Che cosa ci dice questo picco di decessi?

«Ci dice che dobbiamo costruire una società diversa, piuttosto che tirare avanti questo welfare che gravita molto sulle famiglie e poco sul sostegno alle fasce più deboli, che sono in crescita costante. Se il tasso di mortalità è il più alto dal Dopoguerra è perché nel Dopoguerra non avevamo tanti anziani. Non dobbiamo guardare il passato, ma impegnarci a costruire un percorso futuro che tenga conto del fatto che diventiamo una società con sempre più grandi anziani, ossia over 80 e 85. A questa componente fragile serve un'attenzione diversa».

Eppure negli ultimi due anni il tasso di mortalità era sceso. Solo un caso?
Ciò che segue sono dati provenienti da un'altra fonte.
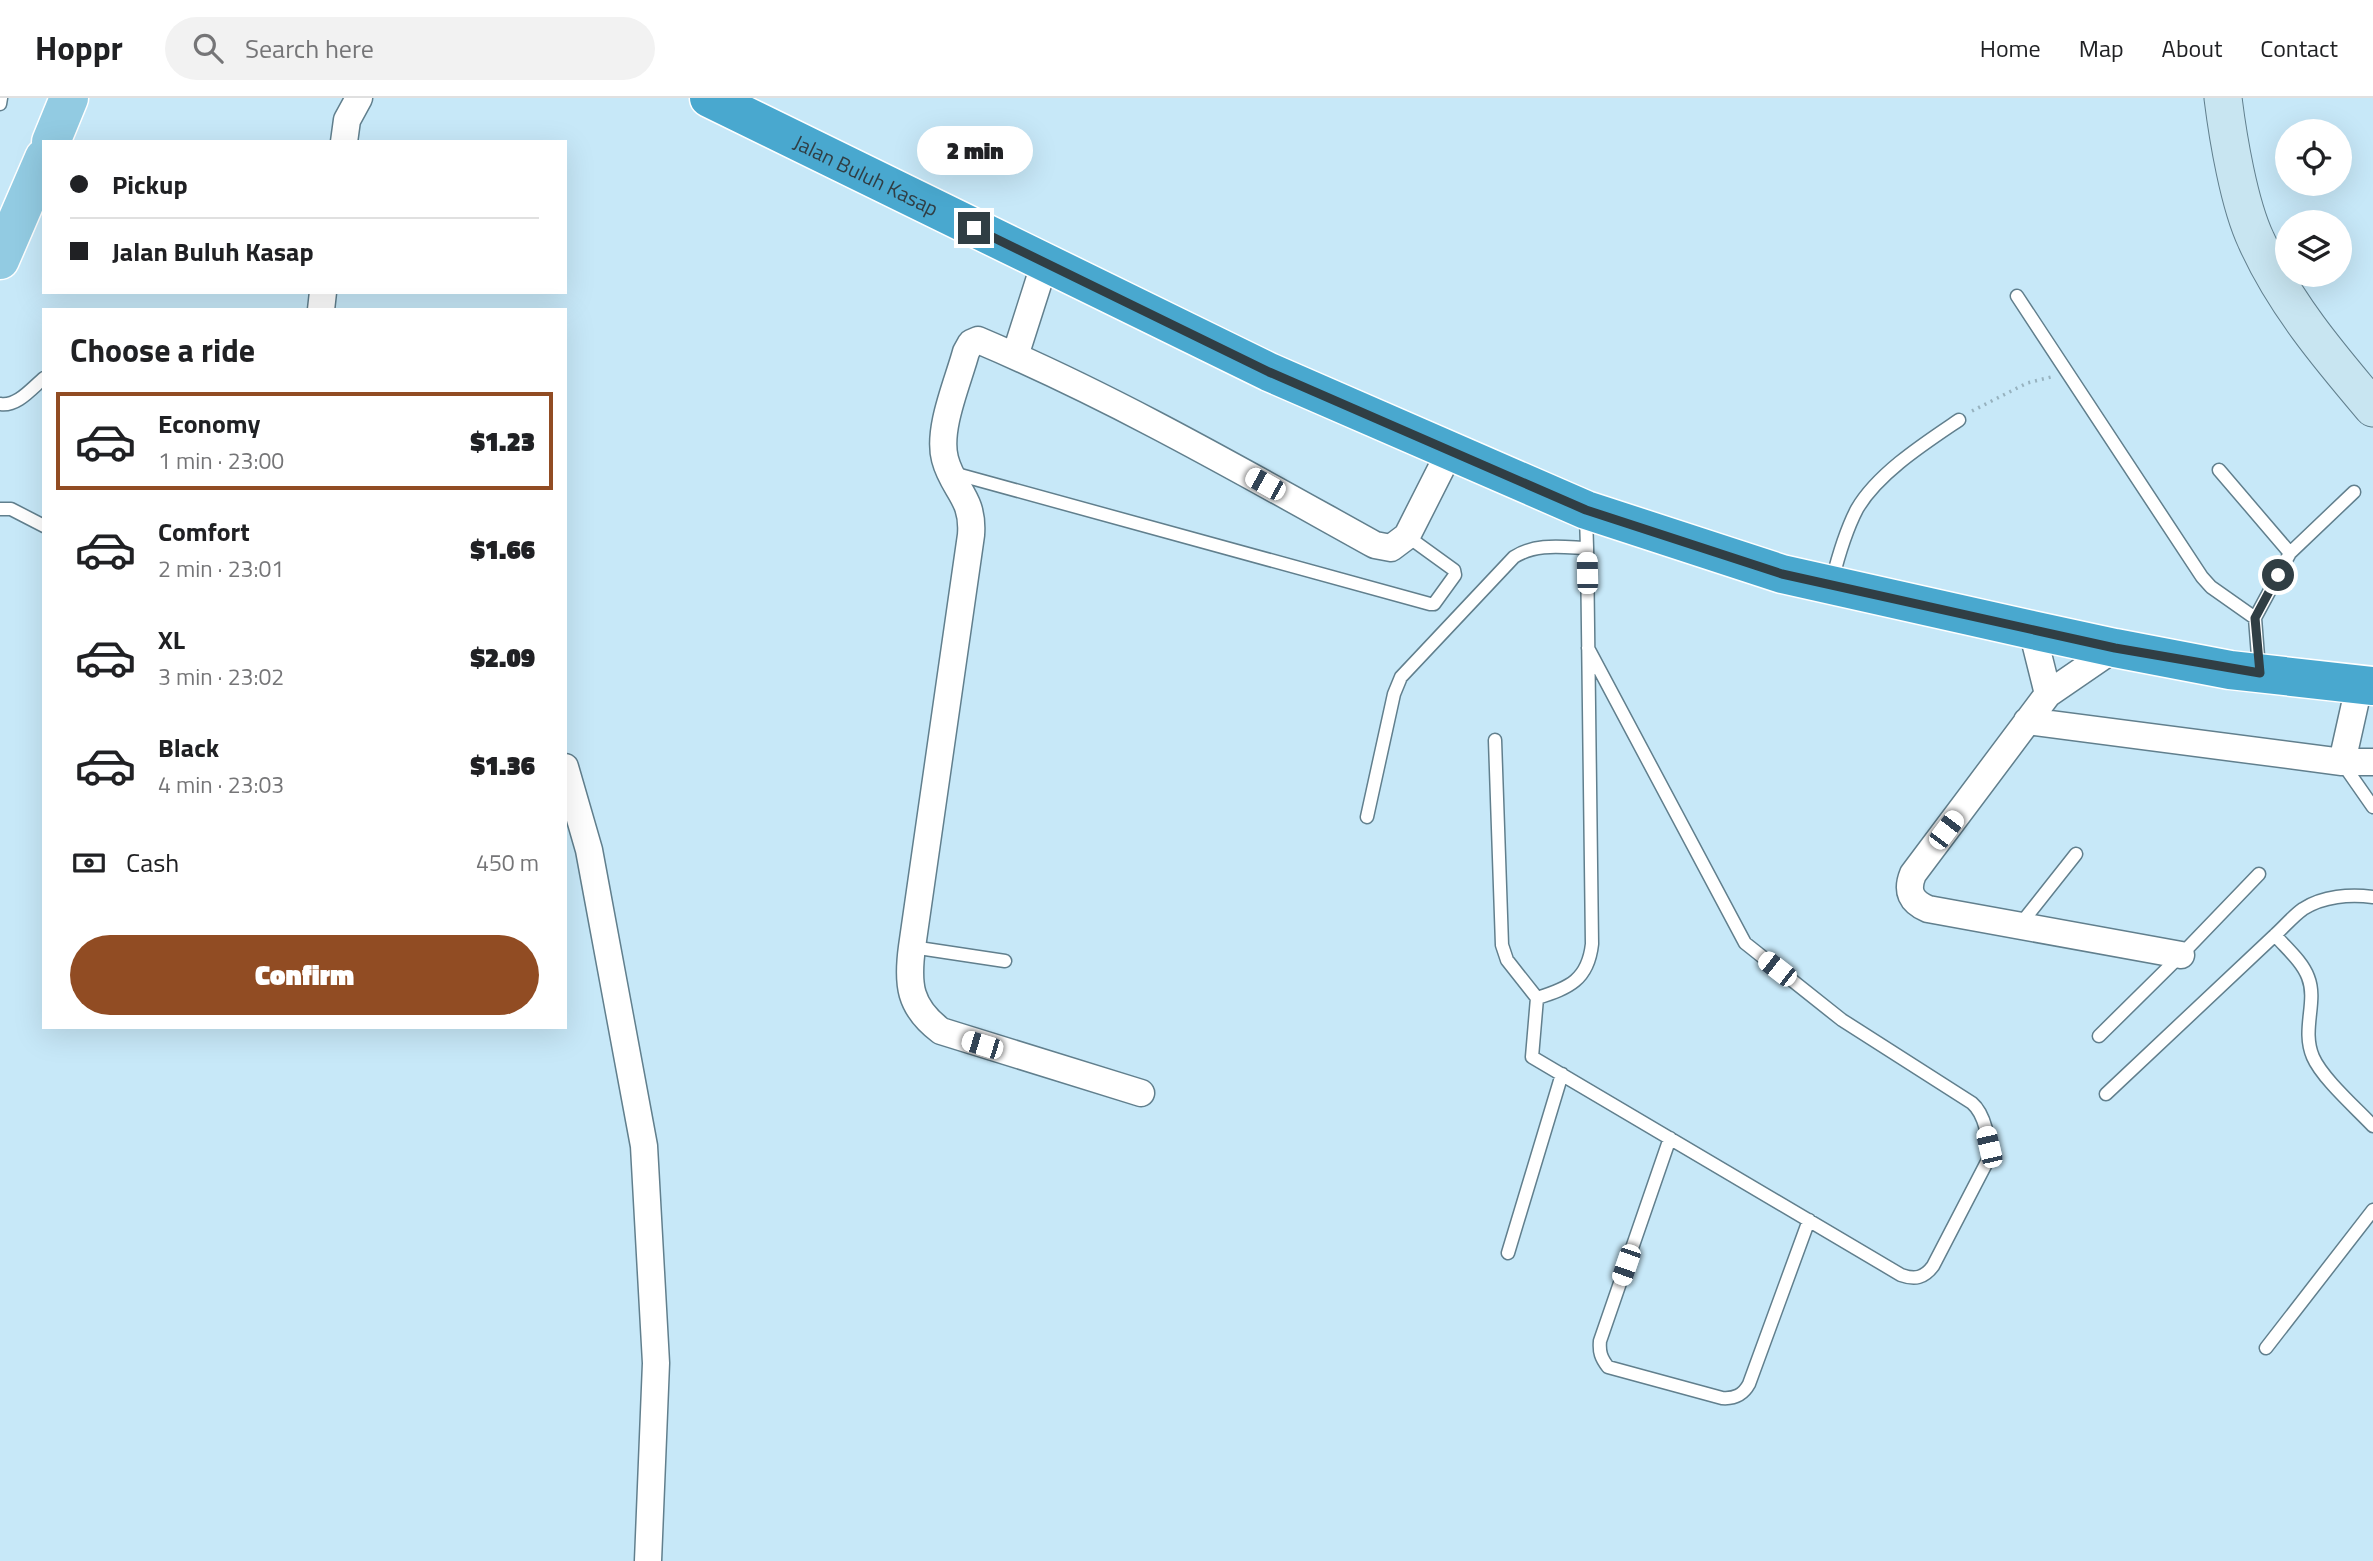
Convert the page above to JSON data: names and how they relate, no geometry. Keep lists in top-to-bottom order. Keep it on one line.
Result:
{"streets":{"highway":["Jalan Buluh Kasap"]},"page":{"header":"Hoppr","search":"Search here","nav":["Home","Map","About","Contact"],"bubble":"2 min","banner":["Pickup","Jalan Buluh Kasap"],"heading":"Choose a ride","list":[{"name":"Economy","note":"1 min · 23:00","value":"$1.23"},{"name":"Comfort","note":"2 min · 23:01","value":"$1.66"},{"name":"XL","note":"3 min · 23:02","value":"$2.09"},{"name":"Black","note":"4 min · 23:03","value":"$1.36"}],"pay":["Cash","450 m"],"buttons":"Confirm"}}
«No, affatto. Ci sono anni più favorevoli e anni che lo sono meno. Per due anni molti di questi anziani sono riusciti a tirare avanti, ingrossando le fila di quella popolazione fragile, potenzialmente a rischio decesso. Come sappiamo la morte non può essere evitata, solo posticipata. Basta poco - fattori climatici, un'epidemia di influenza - e siccome la popolazione a rischio è maggiore, il dato dei decessi si compensa e il picco ha evidenza statistica».

E a questo si accompagna il calo delle nascite(la politica per la famiglia nel nostro paese è dimenticata da decenni, invece si preferisce parlare di panzane quali la "stepchild adoption"!!!).

«La demografia è come un edificio. Stiamo aggiungendo piani in alto, piuttosto incerti e fragili, e erodiamo sempre più le basi di questo edificio, sia con il calo del tasso di natalità sia perché molti se ne vanno, non trovando prospettive in questo Paese».

Non avrà mica ragione chi scappa da questo palazzo pericolante?

«Secondo me no. Ma certo bisogna consolidarlo. Migliorando le condizioni di vita per gli anziani e rinforzando il peso quantitativo dei giovani ma anche il loro contributo qualitativo al processo di crescita del Paese, evitando che vadano via o - se l'hanno già fatto - offrendo qualcosa per cui valga la pena tornare. L'Italia di potenzialità ne ha, ma ora è come un terreno fertile coltivato male. Se vogliamo che dia buoni frutti, dobbiamo coltivarlo meglio, insieme».